The U.S. Border Patrol rescued an illegal immigrant Tuesday trapped in a 30-foot-deep well on the Tohono O’odham Nation.
The woman had climbed down to find water for her sister and her three nieces.
The five had been walking through the desert with four others for several days when the 29-year-old woman, her sister and her sister’s daughters, age 6, 10 and 16, stopped because they had run out of water and were too weak to continue in the 112-degree heat, said Border Patrol spokesman Sean King.
Everybody in the group was from Puebla, Mexico, he said.
The remaining four went to look for help, King said. They found Border Patrol agents around 10:45 a.m. and told them they had left five people behind.

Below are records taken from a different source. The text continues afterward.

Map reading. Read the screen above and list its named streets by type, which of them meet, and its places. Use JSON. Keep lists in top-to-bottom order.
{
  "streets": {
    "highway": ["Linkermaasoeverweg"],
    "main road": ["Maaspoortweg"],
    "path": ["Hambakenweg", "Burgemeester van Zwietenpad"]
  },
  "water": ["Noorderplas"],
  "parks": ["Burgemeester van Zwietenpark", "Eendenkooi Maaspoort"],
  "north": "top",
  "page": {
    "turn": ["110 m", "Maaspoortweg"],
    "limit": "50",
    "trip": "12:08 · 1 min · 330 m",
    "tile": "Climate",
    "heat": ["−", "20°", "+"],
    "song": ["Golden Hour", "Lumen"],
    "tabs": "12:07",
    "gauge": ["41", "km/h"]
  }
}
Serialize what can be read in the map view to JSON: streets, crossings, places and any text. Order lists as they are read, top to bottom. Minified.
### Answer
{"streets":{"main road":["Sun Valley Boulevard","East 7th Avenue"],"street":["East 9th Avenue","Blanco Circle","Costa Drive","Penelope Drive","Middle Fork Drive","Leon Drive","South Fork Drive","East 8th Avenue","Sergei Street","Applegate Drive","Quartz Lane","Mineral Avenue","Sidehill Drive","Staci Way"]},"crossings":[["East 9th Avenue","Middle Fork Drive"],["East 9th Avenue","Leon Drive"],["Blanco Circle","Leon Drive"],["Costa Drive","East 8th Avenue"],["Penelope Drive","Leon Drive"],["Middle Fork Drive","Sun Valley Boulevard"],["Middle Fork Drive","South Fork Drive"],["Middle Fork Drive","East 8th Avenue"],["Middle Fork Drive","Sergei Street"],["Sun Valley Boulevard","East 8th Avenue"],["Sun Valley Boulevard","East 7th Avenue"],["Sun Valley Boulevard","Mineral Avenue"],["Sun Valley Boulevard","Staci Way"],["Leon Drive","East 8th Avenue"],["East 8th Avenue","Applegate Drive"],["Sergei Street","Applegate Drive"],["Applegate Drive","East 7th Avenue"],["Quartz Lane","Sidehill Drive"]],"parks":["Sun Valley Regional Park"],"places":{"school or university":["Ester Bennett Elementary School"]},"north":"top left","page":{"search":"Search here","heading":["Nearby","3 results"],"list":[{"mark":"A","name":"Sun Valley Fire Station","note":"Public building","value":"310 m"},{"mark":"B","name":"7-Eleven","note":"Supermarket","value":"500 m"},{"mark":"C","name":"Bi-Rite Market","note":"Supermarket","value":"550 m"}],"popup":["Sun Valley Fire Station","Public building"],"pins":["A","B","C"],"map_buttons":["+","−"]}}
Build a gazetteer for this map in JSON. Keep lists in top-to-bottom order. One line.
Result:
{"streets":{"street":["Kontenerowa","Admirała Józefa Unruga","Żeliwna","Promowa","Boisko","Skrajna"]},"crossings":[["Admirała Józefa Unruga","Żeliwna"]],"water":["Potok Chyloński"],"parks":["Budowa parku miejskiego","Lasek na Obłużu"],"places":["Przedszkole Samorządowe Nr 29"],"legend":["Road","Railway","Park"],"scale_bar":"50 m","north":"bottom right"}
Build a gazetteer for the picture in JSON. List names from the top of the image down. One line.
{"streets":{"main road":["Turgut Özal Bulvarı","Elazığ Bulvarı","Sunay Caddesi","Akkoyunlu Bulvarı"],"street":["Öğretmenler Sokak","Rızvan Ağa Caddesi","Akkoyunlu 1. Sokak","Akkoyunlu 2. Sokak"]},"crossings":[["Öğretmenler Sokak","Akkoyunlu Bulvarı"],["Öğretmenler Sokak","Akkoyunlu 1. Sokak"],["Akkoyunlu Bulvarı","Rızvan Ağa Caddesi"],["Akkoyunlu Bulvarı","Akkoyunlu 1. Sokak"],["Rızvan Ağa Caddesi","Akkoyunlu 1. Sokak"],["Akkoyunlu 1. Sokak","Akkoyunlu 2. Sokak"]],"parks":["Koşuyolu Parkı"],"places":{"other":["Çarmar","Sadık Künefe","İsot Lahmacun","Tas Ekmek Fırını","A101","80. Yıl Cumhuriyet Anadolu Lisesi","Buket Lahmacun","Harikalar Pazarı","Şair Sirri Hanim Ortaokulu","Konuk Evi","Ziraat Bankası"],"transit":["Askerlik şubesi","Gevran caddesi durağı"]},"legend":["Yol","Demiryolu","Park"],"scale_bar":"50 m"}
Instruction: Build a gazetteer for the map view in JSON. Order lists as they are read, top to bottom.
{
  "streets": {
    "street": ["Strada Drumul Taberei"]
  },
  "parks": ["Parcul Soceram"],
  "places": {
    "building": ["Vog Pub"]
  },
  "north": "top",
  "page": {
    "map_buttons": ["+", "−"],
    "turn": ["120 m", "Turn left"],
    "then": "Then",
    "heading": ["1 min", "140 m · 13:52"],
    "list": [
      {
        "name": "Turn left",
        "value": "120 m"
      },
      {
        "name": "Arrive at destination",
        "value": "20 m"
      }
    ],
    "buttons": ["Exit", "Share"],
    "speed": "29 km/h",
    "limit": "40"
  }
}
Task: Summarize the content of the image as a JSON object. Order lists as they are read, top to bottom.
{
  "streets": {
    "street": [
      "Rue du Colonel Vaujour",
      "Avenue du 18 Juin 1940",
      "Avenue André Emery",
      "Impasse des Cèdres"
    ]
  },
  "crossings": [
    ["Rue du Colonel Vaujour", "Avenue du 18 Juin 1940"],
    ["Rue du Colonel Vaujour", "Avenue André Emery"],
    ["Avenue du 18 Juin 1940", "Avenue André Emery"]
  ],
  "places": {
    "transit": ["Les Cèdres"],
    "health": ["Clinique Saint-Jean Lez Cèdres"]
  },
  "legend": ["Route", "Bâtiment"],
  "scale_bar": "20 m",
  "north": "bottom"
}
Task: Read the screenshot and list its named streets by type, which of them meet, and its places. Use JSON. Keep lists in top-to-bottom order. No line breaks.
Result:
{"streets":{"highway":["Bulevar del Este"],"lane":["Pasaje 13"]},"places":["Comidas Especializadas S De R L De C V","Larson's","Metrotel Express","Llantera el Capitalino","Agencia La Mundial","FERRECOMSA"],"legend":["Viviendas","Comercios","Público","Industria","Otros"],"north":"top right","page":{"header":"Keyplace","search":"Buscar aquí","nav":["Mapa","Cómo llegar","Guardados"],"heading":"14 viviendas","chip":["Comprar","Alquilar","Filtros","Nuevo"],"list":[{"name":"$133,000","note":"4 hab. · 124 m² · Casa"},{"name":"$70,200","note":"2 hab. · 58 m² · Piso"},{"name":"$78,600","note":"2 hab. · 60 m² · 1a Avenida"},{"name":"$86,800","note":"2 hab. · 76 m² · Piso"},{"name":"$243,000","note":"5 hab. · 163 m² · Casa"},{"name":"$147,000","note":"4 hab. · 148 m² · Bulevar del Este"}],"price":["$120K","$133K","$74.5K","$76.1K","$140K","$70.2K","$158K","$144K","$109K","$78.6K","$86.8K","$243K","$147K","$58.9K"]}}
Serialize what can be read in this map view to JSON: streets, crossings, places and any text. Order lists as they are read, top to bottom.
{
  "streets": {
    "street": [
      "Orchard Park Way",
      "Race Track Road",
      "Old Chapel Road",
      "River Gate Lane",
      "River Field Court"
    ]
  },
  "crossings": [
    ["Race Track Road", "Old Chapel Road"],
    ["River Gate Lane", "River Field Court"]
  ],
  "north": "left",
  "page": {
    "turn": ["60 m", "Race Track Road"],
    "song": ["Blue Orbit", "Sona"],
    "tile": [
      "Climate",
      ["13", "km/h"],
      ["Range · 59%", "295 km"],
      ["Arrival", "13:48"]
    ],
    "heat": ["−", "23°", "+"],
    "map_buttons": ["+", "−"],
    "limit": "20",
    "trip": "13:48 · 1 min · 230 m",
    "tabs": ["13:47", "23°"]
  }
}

The Border Patrol’s Search Trauma and Rescue team (BORSTAR) coordinated a search with Customs and Border Protection air and marine units and Border Patrol canine units.
A Border Patrol agent found the sister and three girls around 2 p.m. near Cowlic, south of U.S. Route 20, and they led him to the well.
The woman was trapped on a narrow ledge, waist-deep in water, her face covered with more than 20 bee stings from a nearby beehive.
“She was hysterical,” said Ron Bellavia, who heads the BORSTAR unit and directed the search. “She had difficulty breathing because her face was so swollen with the bees’ stings. She was crying and said she was too tired to hold herself up and was worried that she was going to go under.”
The woman had slid down a pipe leading into the well to get water for the children, who were dehydrated.
“But she didn’t have a plan to get back out,” Bellavia said. “She was too weak to pull herself up.”
The Border Patrol agent threw down a 40-foot nylon strap agents normally use to tow things from their trucks so she would have something to hold on to, King said.
“It was the only thing he could find,” King said.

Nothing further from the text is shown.